ABOUT THIS EXERCISE — Would you please repeat all of the data exactly, omitting the pictures?

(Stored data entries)
BEGIN
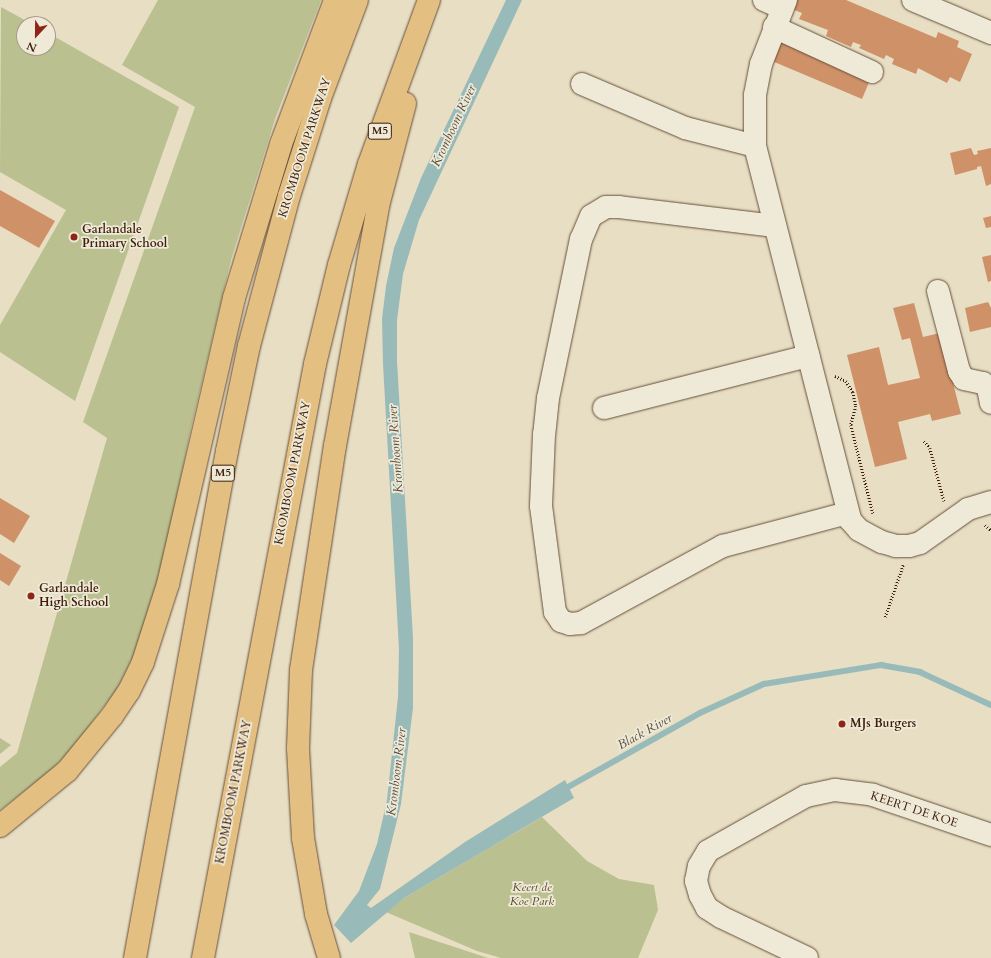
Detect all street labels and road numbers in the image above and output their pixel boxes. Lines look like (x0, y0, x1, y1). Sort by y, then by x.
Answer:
street label: KROMBOOM PARKWAY (276, 76, 334, 220)
road number: M5 (367, 122, 393, 140)
street label: KROMBOOM PARKWAY (272, 400, 314, 546)
road number: M5 (210, 464, 236, 482)
street label: KROMBOOM PARKWAY (213, 719, 255, 865)
street label: KEERT DE KOE (868, 789, 960, 831)

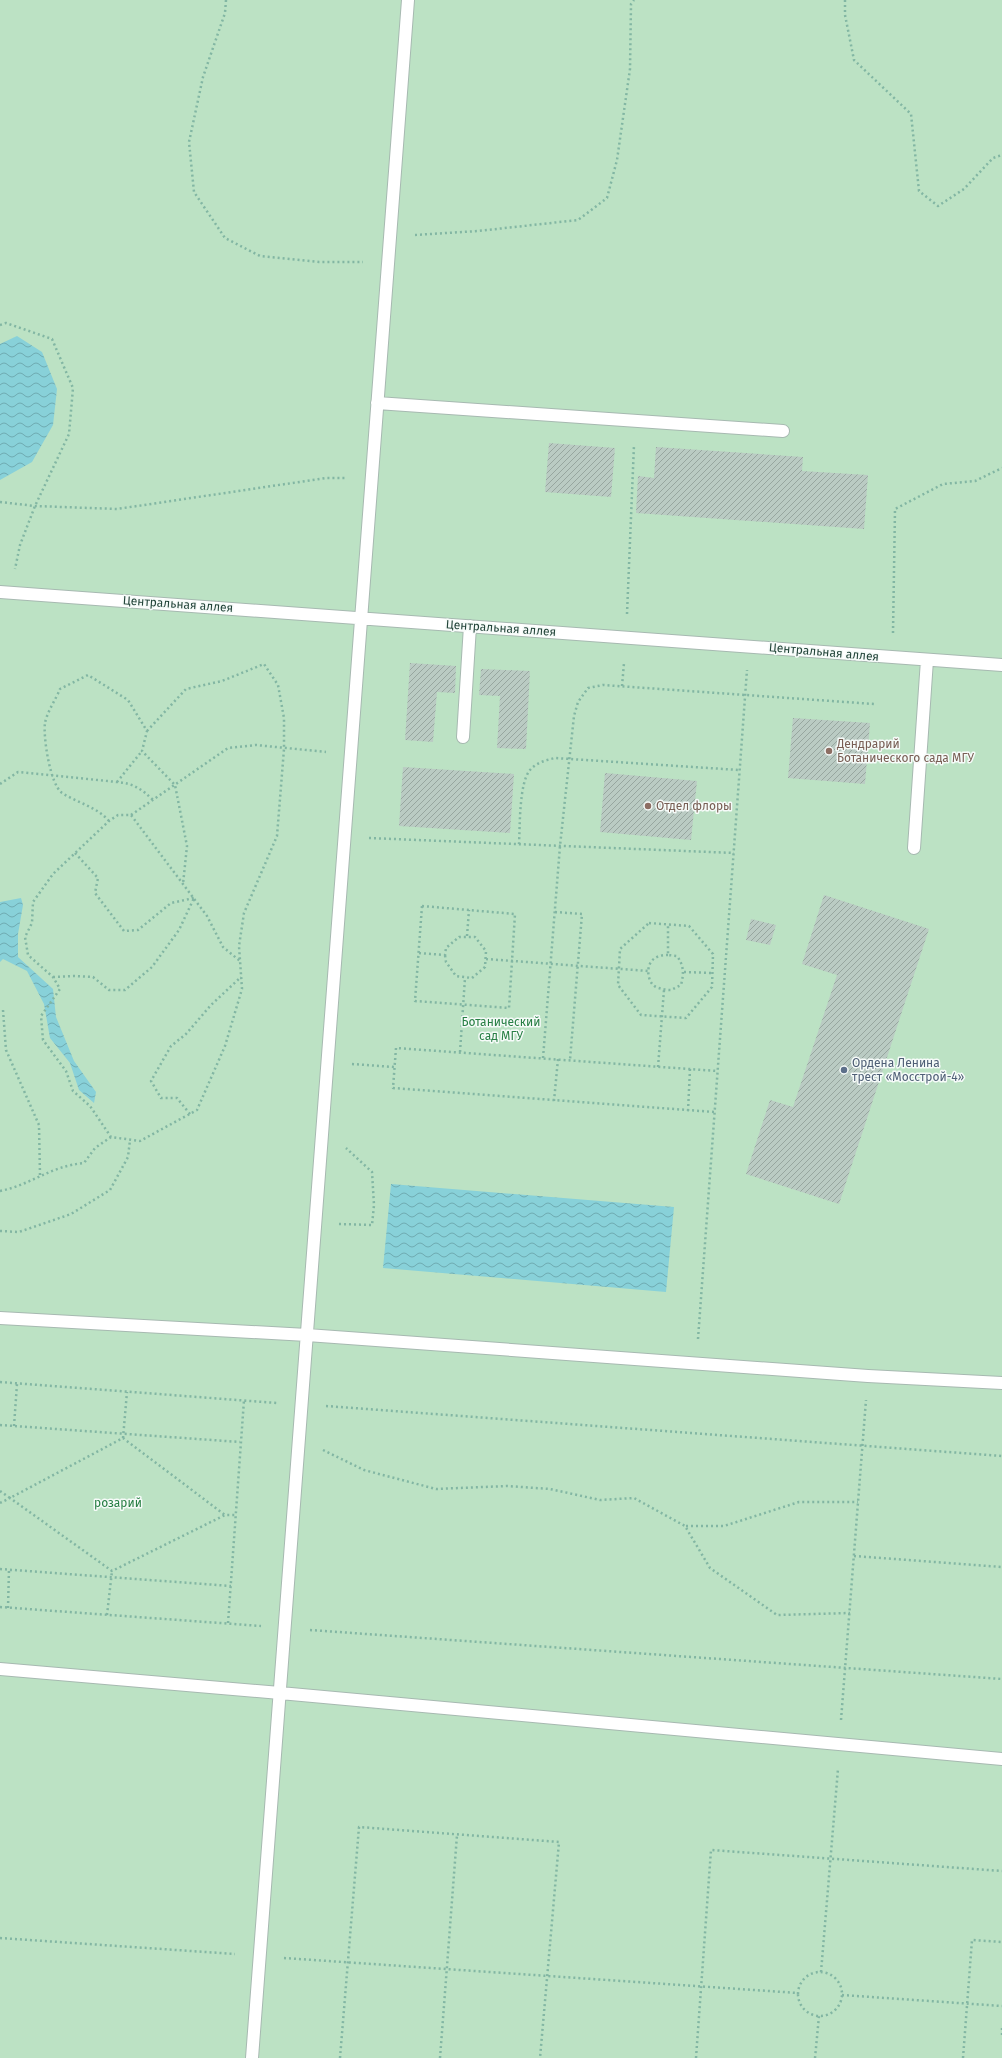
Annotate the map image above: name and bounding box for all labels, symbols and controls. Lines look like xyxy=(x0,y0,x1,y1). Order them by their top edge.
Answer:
street label: Центральная аллея xyxy=(122,593,234,615)
street label: Центральная аллея xyxy=(445,617,557,639)
street label: Центральная аллея xyxy=(768,640,880,664)
place label: Дендрарий Ботанического сада МГУ xyxy=(836,737,974,765)
marker: Дендрарий Ботанического сада МГУ xyxy=(824,746,834,756)
place label: Отдел флоры xyxy=(656,799,732,813)
marker: Отдел флоры xyxy=(643,801,653,811)
park label: Ботанический сад МГУ xyxy=(462,1015,540,1043)
place label: Ордена Ленина трест «Мосстрой-4» xyxy=(852,1056,964,1084)
marker: Ордена Ленина трест «Мосстрой-4» xyxy=(839,1065,849,1075)
park label: розарий xyxy=(94,1496,142,1510)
END
RESPONSE TO THE TASK —
Detect all street labels and road numbers in the image above and output their pixel boxes. Lines look like (x0, y0, x1, y1). Sort by y, then by x.
Answer:
street label: KROMBOOM PARKWAY (276, 76, 334, 220)
road number: M5 (367, 122, 393, 140)
street label: KROMBOOM PARKWAY (272, 400, 314, 546)
road number: M5 (210, 464, 236, 482)
street label: KROMBOOM PARKWAY (213, 719, 255, 865)
street label: KEERT DE KOE (868, 789, 960, 831)

Annotate the map image above: name and bounding box for all labels, symbols and controls. Lines look like xyxy=(x0,y0,x1,y1). Order them by their top edge.
Answer:
street label: Центральная аллея xyxy=(122,593,234,615)
street label: Центральная аллея xyxy=(445,617,557,639)
street label: Центральная аллея xyxy=(768,640,880,664)
place label: Дендрарий Ботанического сада МГУ xyxy=(836,737,974,765)
marker: Дендрарий Ботанического сада МГУ xyxy=(824,746,834,756)
place label: Отдел флоры xyxy=(656,799,732,813)
marker: Отдел флоры xyxy=(643,801,653,811)
park label: Ботанический сад МГУ xyxy=(462,1015,540,1043)
place label: Ордена Ленина трест «Мосстрой-4» xyxy=(852,1056,964,1084)
marker: Ордена Ленина трест «Мосстрой-4» xyxy=(839,1065,849,1075)
park label: розарий xyxy=(94,1496,142,1510)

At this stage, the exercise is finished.